Many people condescendingly viewed David Hartman as more of a public intellectual than as a leader. He left North American Jewry, and an Orthodox pulpit in Montreal, and in some profound ways institutional Orthodoxy, to go with his family on aliyah to Israel in the early 1970′s. He built a non-denominational, or pluralistic, educational institution in Israel that worked there and in the Jewish Diaspora, and through his writing and teaching and speaking he reached a different audience than he would have if he had remained inside of the security of Orthodoxy. From the beginning he insisted that Zionism, Judaism, and western philosophical notions like democracy must continue to fertilize one another in the miracle that constitutes the modern return of Jews to their land.

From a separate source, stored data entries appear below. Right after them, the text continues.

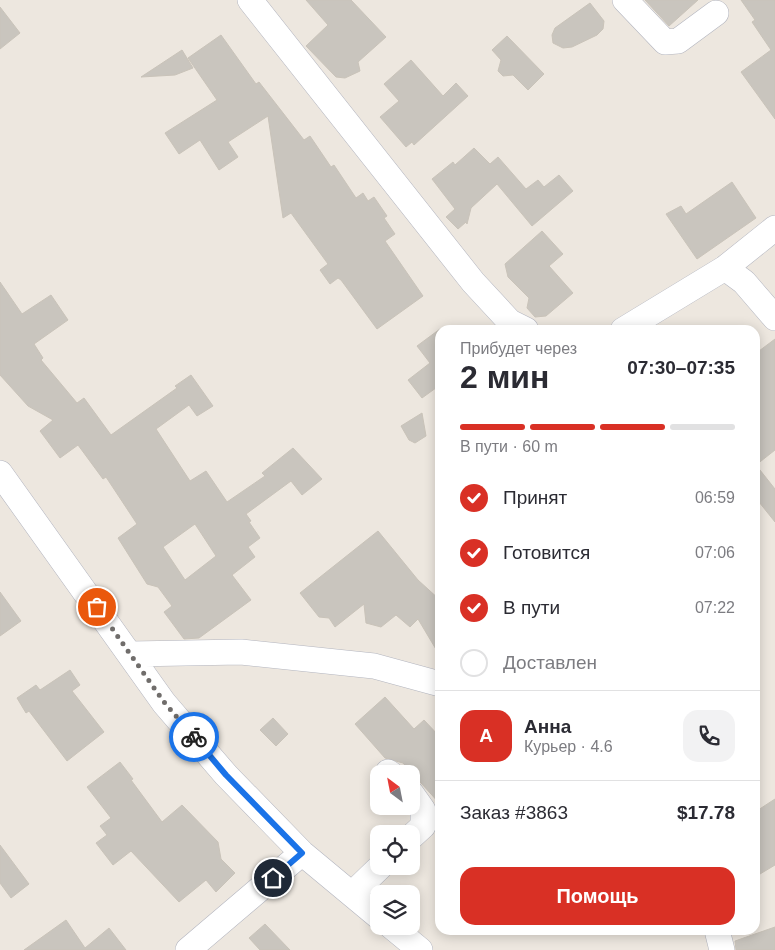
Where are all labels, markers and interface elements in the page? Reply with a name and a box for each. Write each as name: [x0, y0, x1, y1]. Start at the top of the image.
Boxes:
text: Прибудет через: [460, 340, 577, 357]
text: 07:30–07:35: [627, 357, 735, 378]
text: 2 мин: [460, 359, 549, 395]
text: В пути · 60 m: [460, 438, 558, 455]
icon: check: [460, 484, 488, 512]
text: Принят: [503, 487, 567, 508]
text: 06:59: [695, 489, 735, 506]
icon: check: [460, 539, 488, 567]
text: Готовится: [503, 542, 590, 563]
text: 07:06: [695, 544, 735, 561]
pin: [76, 586, 118, 628]
icon: bag: [83, 593, 111, 621]
icon: check: [460, 594, 488, 622]
text: В пути: [503, 597, 560, 618]
text: 07:22: [695, 599, 735, 616]
text: Доставлен: [503, 652, 597, 673]
button: phone: [683, 710, 735, 762]
courier: [169, 712, 219, 762]
text: Анна: [524, 716, 571, 737]
icon: bike: [180, 723, 208, 751]
text: А: [479, 725, 493, 746]
text: Курьер · 4.6: [524, 738, 613, 755]
north arrow: [370, 765, 420, 815]
map controls: [370, 765, 420, 935]
text: Заказ #3863: [460, 802, 568, 823]
text: $17.78: [677, 802, 735, 823]
button: locate: [370, 825, 420, 875]
pin: [252, 857, 294, 899]
icon: home: [259, 864, 287, 892]
button: Помощь: [460, 867, 735, 925]
button: layers: [370, 885, 420, 935]

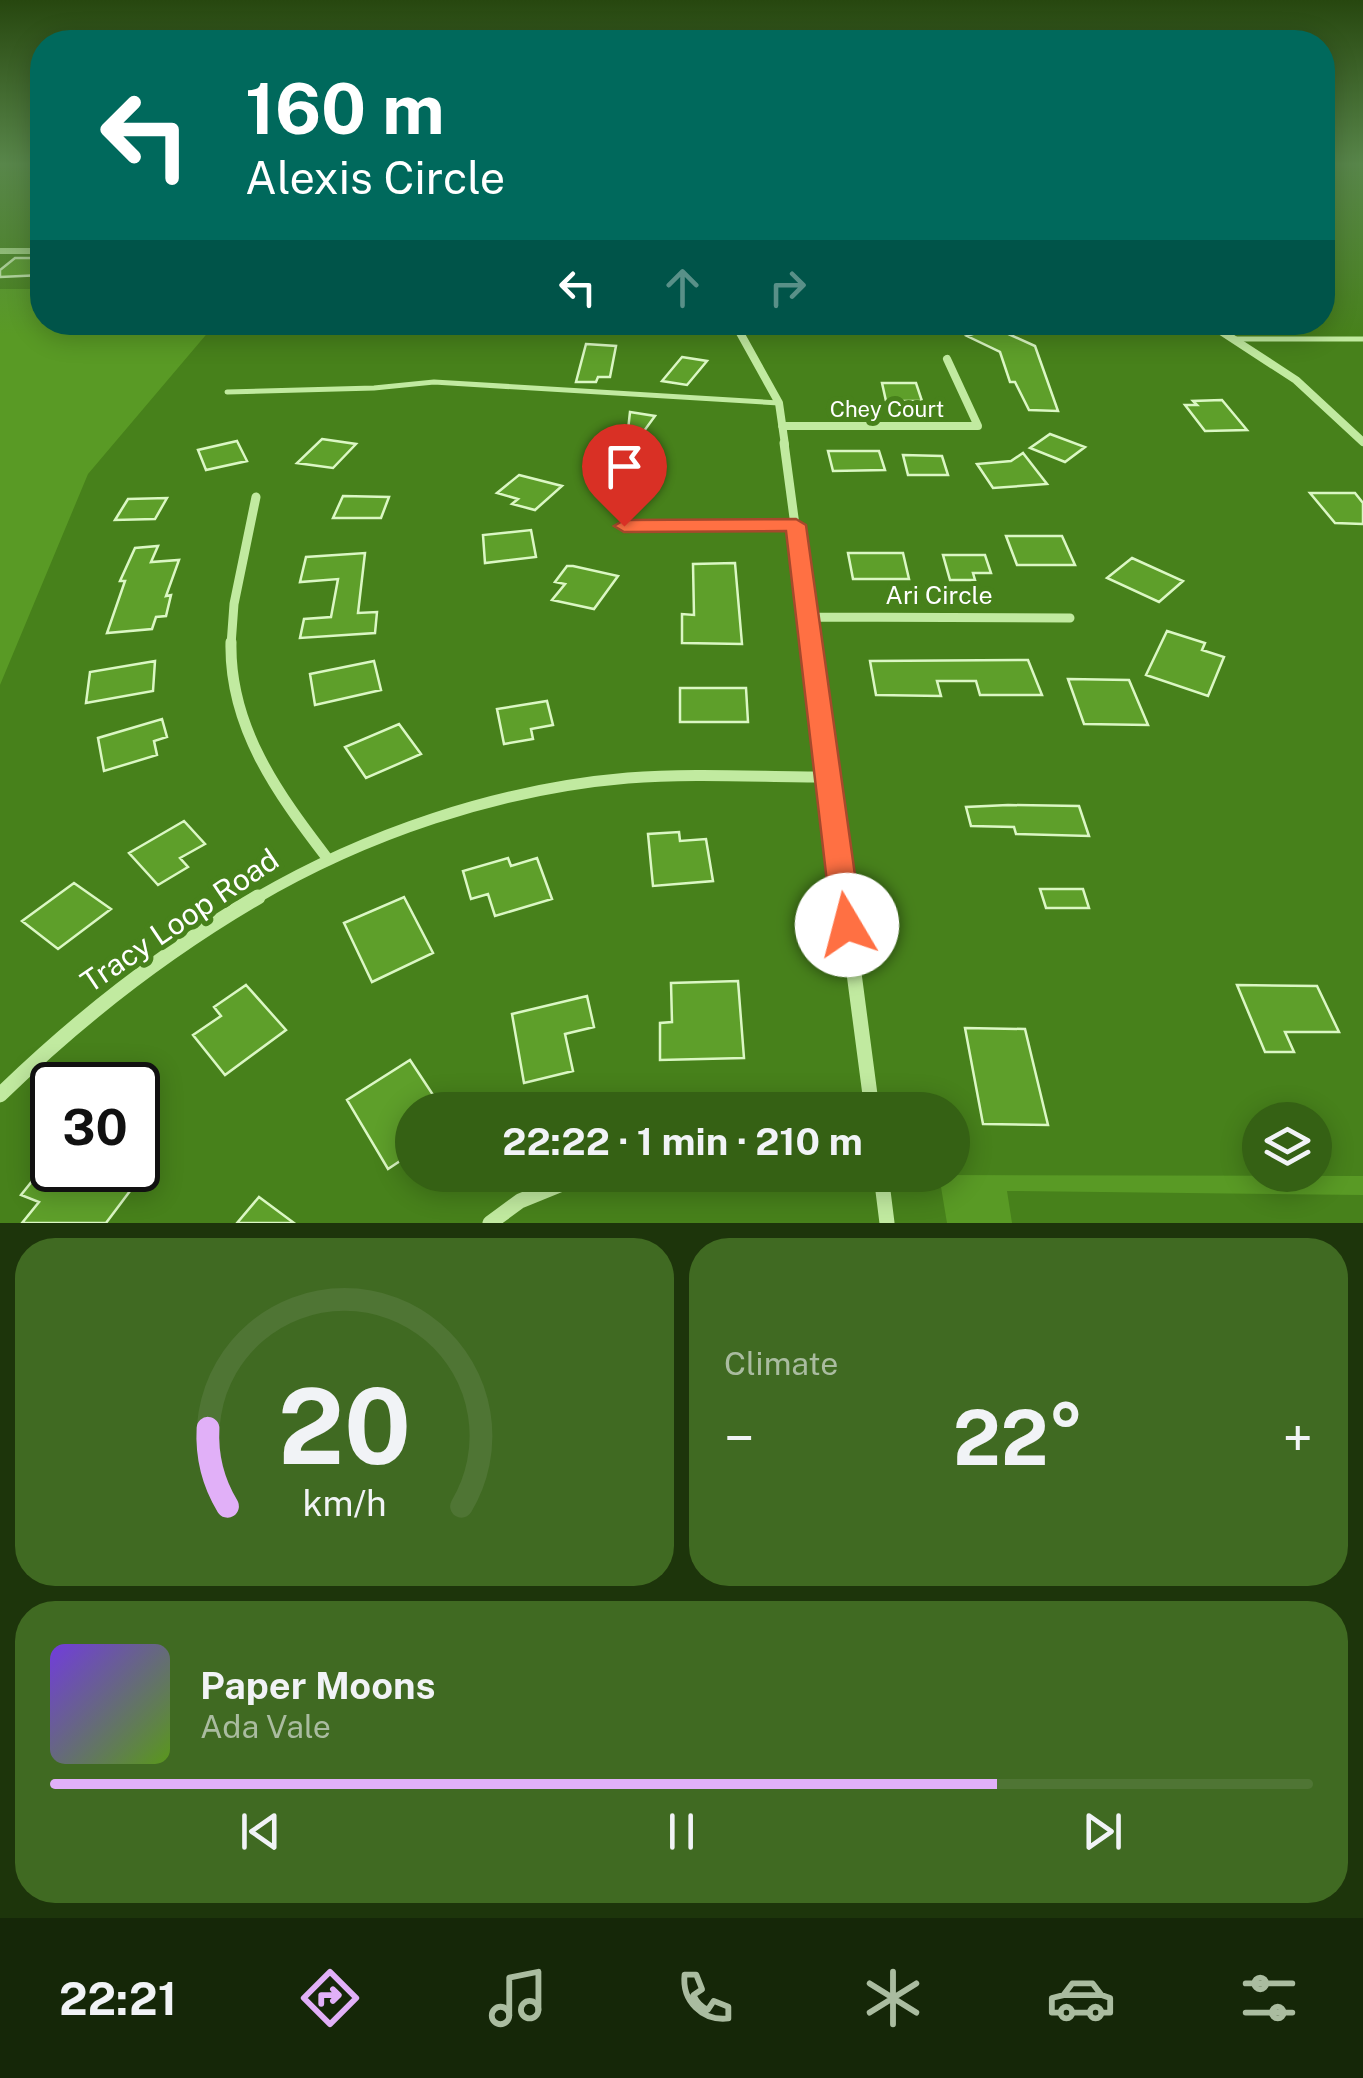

That became a big part of his “Torah” and it became a large part of my Torah, and I know many others too.
Some dismissed him as marginal because he lacked a firm place in the conventional understanding of the Jewish spectrum: Too Orthodox to be liberal, too liberal to be Orthodox; too Zionist for post-Zionists, too dovish for an increasingly hawkish Israeli middle. But in essential ways he modeled a certain kind of leadership that we seldom see, not just denominationally, but more deeply.
A friend told me that at a tribute held last year in honor of Hartman, after the many words of praise and respect came his way, he stood up and said in his characteristically idiosyncratic way that he felt that he was full of you know what, a failure, because he’d never dealt adequately in his work with the Holocaust, which meant he hadn’t dealt with much of anything at all. This anecdote tells us a lot about the man.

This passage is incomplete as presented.